Vector Indexes

Introduction

A vector index enables approximate nearest neighbor (ANN) search on document fields that contain fixed-dimension numeric vectors. It is backed by JVector, a high-performance graph-based vector search library. Use vector indexes when your documents contain embeddings and you need similarity search.

Creation

Vector indexes are defined with the $vector key in the index schema:

BUCKET.INDEX CREATE products '{
  "$vector": {"field": "embedding", "dimensions": 3, "distance": "cosine"}
}'

A vector index on a nested field using dot notation:

BUCKET.INDEX CREATE products '{
  "$vector": {"field": "data.embedding", "dimensions": 128, "distance": "euclidean"}
}'

With an explicit name:

BUCKET.INDEX CREATE products '{
  "$vector": {"name": "emb_idx", "field": "embedding", "dimensions": 768, "distance": "dot_product"}
}'

If name is omitted, a name is auto-generated from the selector, dimensions, and distance function.
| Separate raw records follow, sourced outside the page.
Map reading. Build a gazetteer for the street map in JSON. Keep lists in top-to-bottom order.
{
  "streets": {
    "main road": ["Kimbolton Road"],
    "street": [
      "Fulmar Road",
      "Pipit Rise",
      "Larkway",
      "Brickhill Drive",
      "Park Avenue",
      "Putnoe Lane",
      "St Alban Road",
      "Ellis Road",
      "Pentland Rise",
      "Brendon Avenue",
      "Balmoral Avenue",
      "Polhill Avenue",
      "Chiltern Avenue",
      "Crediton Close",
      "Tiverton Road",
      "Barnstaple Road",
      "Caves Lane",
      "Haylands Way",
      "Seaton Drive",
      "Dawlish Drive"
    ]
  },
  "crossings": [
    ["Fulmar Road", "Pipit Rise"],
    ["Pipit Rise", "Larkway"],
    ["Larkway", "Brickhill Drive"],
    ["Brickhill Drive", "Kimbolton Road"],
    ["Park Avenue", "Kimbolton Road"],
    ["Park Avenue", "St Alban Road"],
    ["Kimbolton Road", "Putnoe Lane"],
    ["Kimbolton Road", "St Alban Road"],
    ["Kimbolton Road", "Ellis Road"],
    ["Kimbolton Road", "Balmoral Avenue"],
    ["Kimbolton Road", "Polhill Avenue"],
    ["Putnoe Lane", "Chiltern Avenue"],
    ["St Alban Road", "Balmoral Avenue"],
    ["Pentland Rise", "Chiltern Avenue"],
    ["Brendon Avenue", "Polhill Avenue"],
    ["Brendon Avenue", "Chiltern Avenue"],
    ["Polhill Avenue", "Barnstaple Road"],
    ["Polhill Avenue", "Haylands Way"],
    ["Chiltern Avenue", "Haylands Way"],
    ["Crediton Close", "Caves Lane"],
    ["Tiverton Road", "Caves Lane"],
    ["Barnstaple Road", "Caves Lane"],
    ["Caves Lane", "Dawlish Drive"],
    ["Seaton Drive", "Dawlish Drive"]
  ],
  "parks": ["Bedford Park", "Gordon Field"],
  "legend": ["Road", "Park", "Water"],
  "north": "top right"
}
Parameter	Required	Description
`field`	Yes	Document field containing the vector. Supports dot notation.
`dimensions`	Yes	Number of dimensions (must be >= 1).
`distance`	Yes	Similarity function: `cosine`, `euclidean`, or `dot_product`.
`name`	No	Index name. Auto-generated if omitted.

See BUCKET.INDEX CREATE for the full command reference.

Distance functions

The distance function determines how similarity is measured between two vectors.
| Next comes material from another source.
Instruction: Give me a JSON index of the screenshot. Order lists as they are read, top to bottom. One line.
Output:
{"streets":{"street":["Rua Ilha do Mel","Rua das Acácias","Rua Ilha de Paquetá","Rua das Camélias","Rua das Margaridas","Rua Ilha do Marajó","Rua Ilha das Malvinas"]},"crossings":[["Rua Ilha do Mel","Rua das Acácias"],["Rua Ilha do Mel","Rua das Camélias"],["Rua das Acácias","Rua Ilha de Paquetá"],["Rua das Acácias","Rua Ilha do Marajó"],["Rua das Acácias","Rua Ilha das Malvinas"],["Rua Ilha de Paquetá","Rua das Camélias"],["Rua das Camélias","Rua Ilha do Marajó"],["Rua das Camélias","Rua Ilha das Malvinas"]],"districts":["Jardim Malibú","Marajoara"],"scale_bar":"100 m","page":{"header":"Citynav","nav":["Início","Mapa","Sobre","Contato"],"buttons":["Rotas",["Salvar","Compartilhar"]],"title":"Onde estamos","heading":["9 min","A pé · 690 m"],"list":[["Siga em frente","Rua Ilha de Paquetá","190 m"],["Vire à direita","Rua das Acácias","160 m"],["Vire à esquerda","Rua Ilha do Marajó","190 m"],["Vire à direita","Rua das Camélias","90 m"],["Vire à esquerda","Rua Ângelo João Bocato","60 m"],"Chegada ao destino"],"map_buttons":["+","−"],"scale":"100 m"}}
Function	Score range	Best for
`cosine`	0 to 1	Normalized embeddings where only direction matters (e.g., text embeddings).
`euclidean`	0 to 1	Spatial data where absolute distance matters.
`dot_product`	unbounded	Magnitude-aware similarity where vector length carries meaning.
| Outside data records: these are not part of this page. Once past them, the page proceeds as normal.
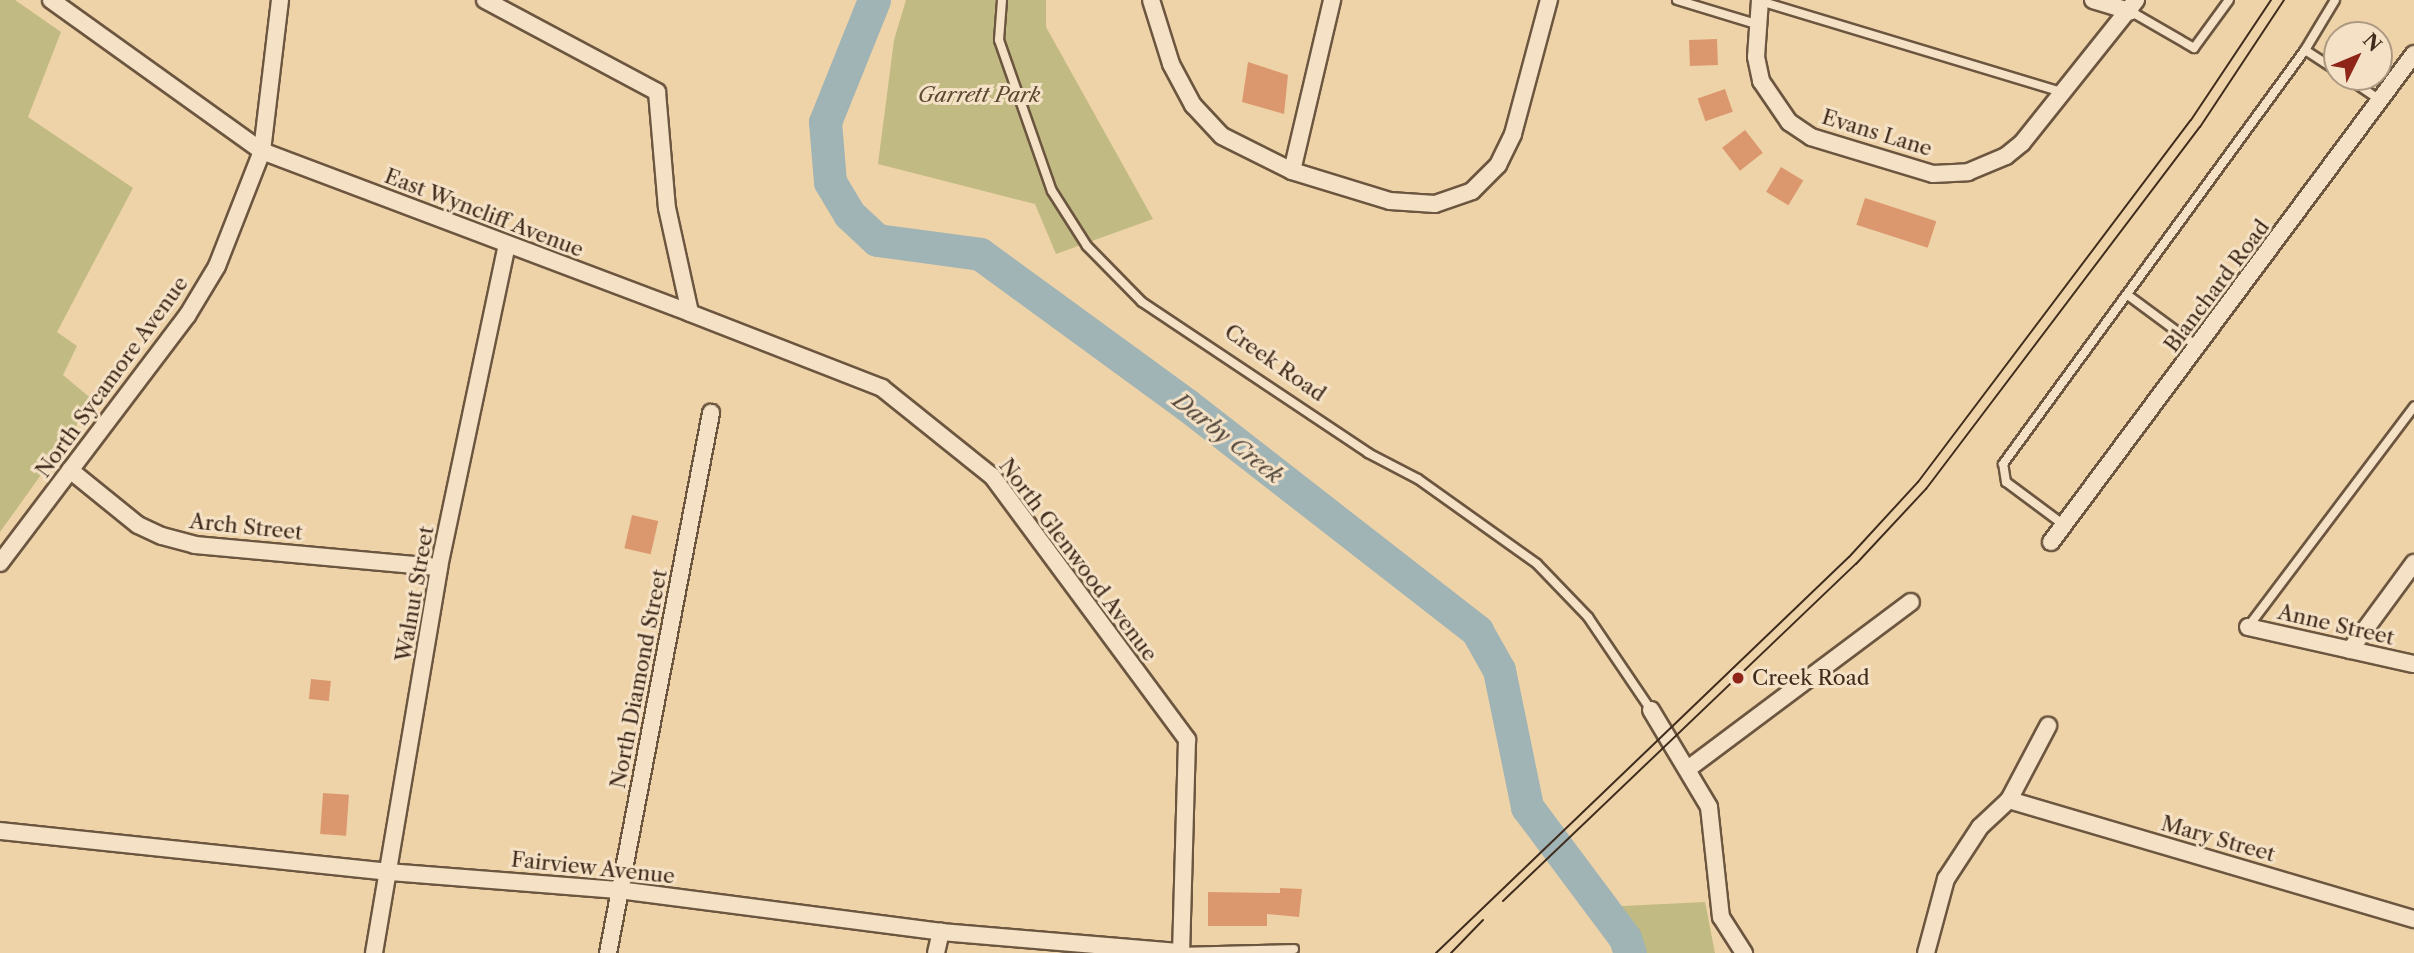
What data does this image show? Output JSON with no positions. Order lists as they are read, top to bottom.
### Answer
{
  "streets": {
    "street": [
      "Evans Lane",
      "East Wyncliff Avenue",
      "Blanchard Road",
      "Creek Road",
      "North Sycamore Avenue",
      "Arch Street",
      "North Glenwood Avenue",
      "Walnut Street",
      "Anne Street",
      "North Diamond Street",
      "Mary Street",
      "Fairview Avenue"
    ]
  },
  "crossings": [
    ["East Wyncliff Avenue", "North Sycamore Avenue"],
    ["East Wyncliff Avenue", "North Glenwood Avenue"],
    ["East Wyncliff Avenue", "Walnut Street"],
    ["North Sycamore Avenue", "Arch Street"],
    ["Arch Street", "Walnut Street"],
    ["North Glenwood Avenue", "Fairview Avenue"],
    ["Walnut Street", "Fairview Avenue"],
    ["North Diamond Street", "Fairview Avenue"]
  ],
  "water": ["Darby Creek"],
  "parks": ["Garrett Park"],
  "places": ["Creek Road"],
  "north": "top right"
}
Cosine similarity ignores vector magnitude. Two vectors pointing in the same direction score 1.0 regardless of length. Dot product does not normalize, so vectors with larger magnitudes produce higher scores.

How vector search works

Graph-based search. The index builds an HNSW (Hierarchical Navigable Small World) graph where each vector is a node connected to its approximate nearest neighbors. Searching traverses this graph starting from an entry point, greedily following edges toward the query vector. This gives sub-linear search time.

Product Quantization. After enough vectors are indexed (configurable, default 1000), the system automatically trains a Product Quantization (PQ) model. PQ compresses each vector into a compact code, reducing memory usage significantly. During graph construction, PQ-scored comparisons replace exact comparisons. At search time, exact scores are used against the full vectors for final ranking, so recall is not degraded by the compression.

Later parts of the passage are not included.